🤖 AI Summary
This work addresses inventory control under demand censoring caused by order quantities and proposes the ICGPS framework, which uniquely integrates contextual learning with generative posterior sampling. Leveraging an offline pretrained ChronosFlow model—comprising a frozen time-series Transformer backbone and a trainable conditional normalizing flow head—the method performs censoring-consistent autoregressive imputation of latent demand and subsequently executes the optimal policy. Theoretically, its Bayesian regret is bounded by that of Thompson sampling under ideal demand imputation, enabling effective transfer from offline prediction to online decision-making.
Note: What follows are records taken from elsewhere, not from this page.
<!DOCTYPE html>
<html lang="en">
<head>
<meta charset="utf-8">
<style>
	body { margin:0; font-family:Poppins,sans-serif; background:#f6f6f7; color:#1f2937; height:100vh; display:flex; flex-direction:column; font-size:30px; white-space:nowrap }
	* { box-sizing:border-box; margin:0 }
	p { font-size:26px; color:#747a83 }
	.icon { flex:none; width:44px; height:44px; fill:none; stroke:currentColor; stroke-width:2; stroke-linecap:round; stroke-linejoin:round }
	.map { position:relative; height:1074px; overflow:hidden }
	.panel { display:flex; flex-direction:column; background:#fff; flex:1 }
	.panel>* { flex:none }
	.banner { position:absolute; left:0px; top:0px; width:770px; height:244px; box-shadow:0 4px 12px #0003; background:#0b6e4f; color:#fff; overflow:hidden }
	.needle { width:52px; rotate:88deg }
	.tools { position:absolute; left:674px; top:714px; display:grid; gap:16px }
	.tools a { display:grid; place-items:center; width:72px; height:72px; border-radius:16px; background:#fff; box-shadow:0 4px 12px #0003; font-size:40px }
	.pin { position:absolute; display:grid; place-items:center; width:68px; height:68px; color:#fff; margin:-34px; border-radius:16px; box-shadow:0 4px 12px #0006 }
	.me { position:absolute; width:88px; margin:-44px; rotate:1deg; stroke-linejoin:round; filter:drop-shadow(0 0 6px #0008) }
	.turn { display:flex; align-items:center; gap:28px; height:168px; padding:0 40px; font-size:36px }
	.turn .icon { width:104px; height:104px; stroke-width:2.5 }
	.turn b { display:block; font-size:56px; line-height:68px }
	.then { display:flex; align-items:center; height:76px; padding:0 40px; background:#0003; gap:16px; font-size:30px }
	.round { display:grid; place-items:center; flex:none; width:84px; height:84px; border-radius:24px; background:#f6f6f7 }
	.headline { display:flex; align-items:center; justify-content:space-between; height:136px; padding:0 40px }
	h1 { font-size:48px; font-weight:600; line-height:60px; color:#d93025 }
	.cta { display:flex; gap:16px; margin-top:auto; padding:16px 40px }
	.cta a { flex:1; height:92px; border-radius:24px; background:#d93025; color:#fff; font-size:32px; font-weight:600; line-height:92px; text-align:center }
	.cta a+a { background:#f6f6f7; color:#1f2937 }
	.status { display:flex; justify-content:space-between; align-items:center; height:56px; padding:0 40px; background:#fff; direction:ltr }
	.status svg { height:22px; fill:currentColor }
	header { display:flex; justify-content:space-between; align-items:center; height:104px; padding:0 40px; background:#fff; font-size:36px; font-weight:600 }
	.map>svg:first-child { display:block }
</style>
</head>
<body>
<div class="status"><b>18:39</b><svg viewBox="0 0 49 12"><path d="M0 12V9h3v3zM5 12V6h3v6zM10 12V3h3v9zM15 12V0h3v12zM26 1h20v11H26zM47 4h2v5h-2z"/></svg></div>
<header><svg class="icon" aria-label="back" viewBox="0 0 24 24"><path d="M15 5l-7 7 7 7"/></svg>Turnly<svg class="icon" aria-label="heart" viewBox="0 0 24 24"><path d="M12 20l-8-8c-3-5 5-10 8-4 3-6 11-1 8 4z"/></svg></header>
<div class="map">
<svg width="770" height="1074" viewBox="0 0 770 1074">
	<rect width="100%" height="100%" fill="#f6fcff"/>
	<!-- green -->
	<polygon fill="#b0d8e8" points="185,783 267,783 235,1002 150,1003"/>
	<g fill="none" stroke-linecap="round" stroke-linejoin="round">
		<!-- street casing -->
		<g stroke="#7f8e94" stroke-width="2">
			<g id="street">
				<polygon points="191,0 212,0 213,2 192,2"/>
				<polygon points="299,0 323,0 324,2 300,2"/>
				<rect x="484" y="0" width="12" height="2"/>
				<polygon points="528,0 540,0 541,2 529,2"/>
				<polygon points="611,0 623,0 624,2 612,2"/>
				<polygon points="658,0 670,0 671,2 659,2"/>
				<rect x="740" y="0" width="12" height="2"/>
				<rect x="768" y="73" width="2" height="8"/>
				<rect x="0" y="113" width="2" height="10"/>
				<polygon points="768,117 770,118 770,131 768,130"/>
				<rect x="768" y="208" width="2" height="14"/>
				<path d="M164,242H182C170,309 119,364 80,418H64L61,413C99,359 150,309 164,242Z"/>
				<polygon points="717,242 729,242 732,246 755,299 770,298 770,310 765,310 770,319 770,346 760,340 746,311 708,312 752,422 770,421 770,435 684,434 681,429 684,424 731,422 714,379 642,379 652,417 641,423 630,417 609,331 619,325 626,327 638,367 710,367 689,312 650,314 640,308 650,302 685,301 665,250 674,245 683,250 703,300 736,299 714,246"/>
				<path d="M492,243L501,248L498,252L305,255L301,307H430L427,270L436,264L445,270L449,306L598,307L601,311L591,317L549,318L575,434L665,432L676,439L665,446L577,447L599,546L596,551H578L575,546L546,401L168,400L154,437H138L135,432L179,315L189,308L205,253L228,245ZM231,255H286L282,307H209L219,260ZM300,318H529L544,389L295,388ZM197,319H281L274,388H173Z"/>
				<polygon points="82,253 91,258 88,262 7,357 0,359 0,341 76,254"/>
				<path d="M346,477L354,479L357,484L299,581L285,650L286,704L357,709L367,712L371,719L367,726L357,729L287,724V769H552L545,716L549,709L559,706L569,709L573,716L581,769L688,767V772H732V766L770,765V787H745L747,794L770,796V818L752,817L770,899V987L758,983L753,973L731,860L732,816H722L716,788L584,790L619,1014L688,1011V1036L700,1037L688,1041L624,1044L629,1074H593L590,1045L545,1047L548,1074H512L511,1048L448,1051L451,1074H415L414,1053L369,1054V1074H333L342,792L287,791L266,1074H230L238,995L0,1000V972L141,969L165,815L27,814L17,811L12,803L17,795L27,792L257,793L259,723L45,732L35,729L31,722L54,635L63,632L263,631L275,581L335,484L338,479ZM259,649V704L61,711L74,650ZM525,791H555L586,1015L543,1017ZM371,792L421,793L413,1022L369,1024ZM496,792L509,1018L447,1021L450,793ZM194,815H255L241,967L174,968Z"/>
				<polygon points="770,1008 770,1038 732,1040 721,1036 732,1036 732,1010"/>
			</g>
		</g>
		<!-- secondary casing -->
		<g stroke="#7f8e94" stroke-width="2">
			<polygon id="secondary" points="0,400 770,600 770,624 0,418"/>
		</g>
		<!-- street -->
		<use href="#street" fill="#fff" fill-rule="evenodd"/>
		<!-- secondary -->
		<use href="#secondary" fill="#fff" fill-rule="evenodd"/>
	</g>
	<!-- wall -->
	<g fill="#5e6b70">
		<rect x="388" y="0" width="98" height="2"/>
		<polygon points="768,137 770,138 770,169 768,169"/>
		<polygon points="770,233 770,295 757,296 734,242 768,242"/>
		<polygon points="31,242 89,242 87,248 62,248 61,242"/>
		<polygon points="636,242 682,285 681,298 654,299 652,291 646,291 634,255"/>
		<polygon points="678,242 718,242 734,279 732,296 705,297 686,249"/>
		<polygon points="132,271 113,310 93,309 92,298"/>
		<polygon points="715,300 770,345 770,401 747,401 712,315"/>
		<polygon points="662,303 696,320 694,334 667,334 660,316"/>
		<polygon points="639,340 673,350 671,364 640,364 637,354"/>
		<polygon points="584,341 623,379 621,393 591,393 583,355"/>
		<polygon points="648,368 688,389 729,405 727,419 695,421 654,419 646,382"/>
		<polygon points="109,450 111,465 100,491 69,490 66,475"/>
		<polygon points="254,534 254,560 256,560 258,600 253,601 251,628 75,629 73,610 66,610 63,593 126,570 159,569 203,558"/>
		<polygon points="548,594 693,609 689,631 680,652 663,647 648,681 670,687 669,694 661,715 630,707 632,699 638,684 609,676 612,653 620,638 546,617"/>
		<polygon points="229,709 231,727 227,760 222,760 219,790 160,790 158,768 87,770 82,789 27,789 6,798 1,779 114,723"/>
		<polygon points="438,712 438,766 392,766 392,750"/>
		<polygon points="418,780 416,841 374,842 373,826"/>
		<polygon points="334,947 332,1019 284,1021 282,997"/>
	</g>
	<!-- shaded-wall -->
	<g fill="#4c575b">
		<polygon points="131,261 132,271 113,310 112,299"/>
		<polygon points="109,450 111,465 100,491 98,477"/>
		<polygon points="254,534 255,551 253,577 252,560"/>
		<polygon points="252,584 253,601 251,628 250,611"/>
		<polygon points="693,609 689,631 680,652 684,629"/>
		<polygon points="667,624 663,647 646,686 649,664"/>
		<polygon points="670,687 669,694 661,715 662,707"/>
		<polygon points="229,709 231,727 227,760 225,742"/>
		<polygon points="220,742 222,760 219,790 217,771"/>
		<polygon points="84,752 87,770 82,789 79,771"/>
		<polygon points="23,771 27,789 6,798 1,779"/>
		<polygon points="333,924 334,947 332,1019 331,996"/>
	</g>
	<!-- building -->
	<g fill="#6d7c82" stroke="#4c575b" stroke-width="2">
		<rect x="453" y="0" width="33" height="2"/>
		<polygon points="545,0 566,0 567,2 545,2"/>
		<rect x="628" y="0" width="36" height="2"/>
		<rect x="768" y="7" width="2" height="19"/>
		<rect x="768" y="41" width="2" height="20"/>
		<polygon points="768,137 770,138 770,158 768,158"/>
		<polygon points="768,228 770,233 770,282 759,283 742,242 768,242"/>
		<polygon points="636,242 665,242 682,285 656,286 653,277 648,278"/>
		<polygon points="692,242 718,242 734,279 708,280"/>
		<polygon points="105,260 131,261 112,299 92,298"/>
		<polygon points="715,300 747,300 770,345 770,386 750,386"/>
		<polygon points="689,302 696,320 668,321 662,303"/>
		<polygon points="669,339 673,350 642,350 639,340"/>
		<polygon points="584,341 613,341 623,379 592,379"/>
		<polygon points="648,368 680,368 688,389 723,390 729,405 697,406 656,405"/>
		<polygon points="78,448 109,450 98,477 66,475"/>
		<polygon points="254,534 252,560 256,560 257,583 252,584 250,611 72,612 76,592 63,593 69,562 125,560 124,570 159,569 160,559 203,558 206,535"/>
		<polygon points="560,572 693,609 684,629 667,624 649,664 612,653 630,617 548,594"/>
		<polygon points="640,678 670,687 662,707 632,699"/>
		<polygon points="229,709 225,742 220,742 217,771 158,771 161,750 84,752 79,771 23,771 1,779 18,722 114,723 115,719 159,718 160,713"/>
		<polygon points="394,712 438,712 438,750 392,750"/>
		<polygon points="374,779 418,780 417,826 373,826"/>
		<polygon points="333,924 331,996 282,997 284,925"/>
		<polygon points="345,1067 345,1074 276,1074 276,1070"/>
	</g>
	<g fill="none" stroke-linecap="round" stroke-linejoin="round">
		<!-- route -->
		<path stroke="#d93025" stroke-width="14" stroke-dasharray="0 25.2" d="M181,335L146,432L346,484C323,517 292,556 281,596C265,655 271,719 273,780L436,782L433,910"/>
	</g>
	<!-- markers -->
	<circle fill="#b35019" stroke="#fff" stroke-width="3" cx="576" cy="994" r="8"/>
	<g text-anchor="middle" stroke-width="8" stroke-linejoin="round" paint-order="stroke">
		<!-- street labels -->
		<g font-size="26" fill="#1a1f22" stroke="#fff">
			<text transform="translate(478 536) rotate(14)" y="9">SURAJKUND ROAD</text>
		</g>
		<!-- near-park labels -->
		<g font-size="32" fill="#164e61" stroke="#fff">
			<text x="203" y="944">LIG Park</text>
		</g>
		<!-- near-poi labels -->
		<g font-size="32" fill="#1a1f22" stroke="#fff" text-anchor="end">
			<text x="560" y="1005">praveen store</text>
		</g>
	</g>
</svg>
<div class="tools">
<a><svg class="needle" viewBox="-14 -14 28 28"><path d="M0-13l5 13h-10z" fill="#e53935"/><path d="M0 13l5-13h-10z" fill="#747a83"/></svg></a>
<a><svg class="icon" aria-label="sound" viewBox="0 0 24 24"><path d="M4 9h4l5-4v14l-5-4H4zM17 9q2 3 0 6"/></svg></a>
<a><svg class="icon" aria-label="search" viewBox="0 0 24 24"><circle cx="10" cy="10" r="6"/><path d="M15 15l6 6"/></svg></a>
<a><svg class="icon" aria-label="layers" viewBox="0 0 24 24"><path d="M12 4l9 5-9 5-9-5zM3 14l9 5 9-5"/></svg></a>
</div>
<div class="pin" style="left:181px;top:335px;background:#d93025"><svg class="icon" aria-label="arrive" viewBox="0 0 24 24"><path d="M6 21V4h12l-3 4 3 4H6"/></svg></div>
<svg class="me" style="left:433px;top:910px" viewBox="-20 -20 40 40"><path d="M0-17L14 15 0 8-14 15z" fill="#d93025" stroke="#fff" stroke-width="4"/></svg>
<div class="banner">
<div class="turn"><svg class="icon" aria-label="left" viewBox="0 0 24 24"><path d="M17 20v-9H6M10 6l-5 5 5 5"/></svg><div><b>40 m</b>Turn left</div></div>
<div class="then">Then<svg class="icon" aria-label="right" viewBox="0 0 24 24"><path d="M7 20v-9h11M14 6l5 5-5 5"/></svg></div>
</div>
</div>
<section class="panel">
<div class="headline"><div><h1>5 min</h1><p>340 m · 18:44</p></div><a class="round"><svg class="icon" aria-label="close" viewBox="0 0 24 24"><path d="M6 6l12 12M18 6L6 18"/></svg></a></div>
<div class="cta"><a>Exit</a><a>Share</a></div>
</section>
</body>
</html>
Empirical results demonstrate that ICGPS matches the performance of correctly specified Thompson sampling on both synthetic and real-world SuperStore data, significantly outperforming myopic and UCB-based baselines while exhibiting strong robustness to prior misspecification and distributional shifts, particularly in highly censored regimes.
📝 Abstract
We study inventory control with decision-dependent censoring, focusing on the censored or repeated newsvendor (R-NV), where each order quantity determines whether demand is fully observed or censored by sales. Existing approaches based on parametric Thompson sampling (TS) can be brittle under prior mismatch, while offline imputation methods need not transfer to online learning. Motivated by the predictive view of decision making, we combine these ideas by taking oracle actions on learned completions of latent demand. We propose in-context generative posterior sampling (ICGPS), which uses modern generative models that are meta-trained offline and deployed online by in-context autoregressive generation. Theoretically, we show that the Bayesian regret of ICGPS with a learned completion kernel is bounded by the Bayesian regret of a TS benchmark with the ideal completion kernel plus a deployment penalty scaling as $\sqrt{T}$ times the square root of the completion mismatch. This yields a plug-in template for operational problems with known TS regret bounds. For R-NV, we derive sublinear Bayesian regret by reducing censored feedback to bandit convex optimization feedback. We also show that, under reasonable coverage and stability assumptions, the online completion mismatch is controlled by the offline censored predictive mismatch, so offline predictive quality transfers to online performance. Practically, we instantiate ICGPS with ChronosFlow, which combines a frozen time-series transformer backbone with a trainable conditional normalizing-flow head for fast censoring-consistent sampling. In benchmark experiments, ChronosFlow-ICGPS matches correctly specified TS, outperforms myopic and UCB-style baselines, and is robust to prior mismatch and distribution shift. ChronosFlow-ICGPS also performs well for the real-world SuperStore dataset, especially under heavy censoring.